THE PROBLEM: Go through the data below and retype all of it exactly.

[Stored data]
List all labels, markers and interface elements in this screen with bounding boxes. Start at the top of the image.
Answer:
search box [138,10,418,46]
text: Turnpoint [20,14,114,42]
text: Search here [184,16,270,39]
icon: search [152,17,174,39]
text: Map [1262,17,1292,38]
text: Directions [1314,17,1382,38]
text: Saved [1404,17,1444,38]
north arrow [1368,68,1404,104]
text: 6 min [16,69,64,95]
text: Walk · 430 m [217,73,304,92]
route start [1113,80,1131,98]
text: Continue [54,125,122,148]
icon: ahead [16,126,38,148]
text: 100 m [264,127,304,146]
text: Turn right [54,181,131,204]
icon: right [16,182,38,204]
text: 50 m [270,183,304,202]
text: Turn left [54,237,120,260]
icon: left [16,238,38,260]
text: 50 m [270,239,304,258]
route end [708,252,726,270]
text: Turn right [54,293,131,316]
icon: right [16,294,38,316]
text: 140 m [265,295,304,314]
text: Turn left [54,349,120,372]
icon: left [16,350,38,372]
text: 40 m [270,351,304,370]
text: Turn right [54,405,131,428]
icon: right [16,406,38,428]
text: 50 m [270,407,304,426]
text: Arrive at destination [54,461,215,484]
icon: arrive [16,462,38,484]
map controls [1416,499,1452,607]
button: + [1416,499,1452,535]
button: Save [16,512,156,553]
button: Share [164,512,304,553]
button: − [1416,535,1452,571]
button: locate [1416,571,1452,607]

EXERCISE SOLUTION:
List all labels, markers and interface elements in this screen with bounding boxes. Start at the top of the image.
Answer:
search box [138,10,418,46]
text: Turnpoint [20,14,114,42]
text: Search here [184,16,270,39]
icon: search [152,17,174,39]
text: Map [1262,17,1292,38]
text: Directions [1314,17,1382,38]
text: Saved [1404,17,1444,38]
north arrow [1368,68,1404,104]
text: 6 min [16,69,64,95]
text: Walk · 430 m [217,73,304,92]
route start [1113,80,1131,98]
text: Continue [54,125,122,148]
icon: ahead [16,126,38,148]
text: 100 m [264,127,304,146]
text: Turn right [54,181,131,204]
icon: right [16,182,38,204]
text: 50 m [270,183,304,202]
text: Turn left [54,237,120,260]
icon: left [16,238,38,260]
text: 50 m [270,239,304,258]
route end [708,252,726,270]
text: Turn right [54,293,131,316]
icon: right [16,294,38,316]
text: 140 m [265,295,304,314]
text: Turn left [54,349,120,372]
icon: left [16,350,38,372]
text: 40 m [270,351,304,370]
text: Turn right [54,405,131,428]
icon: right [16,406,38,428]
text: 50 m [270,407,304,426]
text: Arrive at destination [54,461,215,484]
icon: arrive [16,462,38,484]
map controls [1416,499,1452,607]
button: + [1416,499,1452,535]
button: Save [16,512,156,553]
button: Share [164,512,304,553]
button: − [1416,535,1452,571]
button: locate [1416,571,1452,607]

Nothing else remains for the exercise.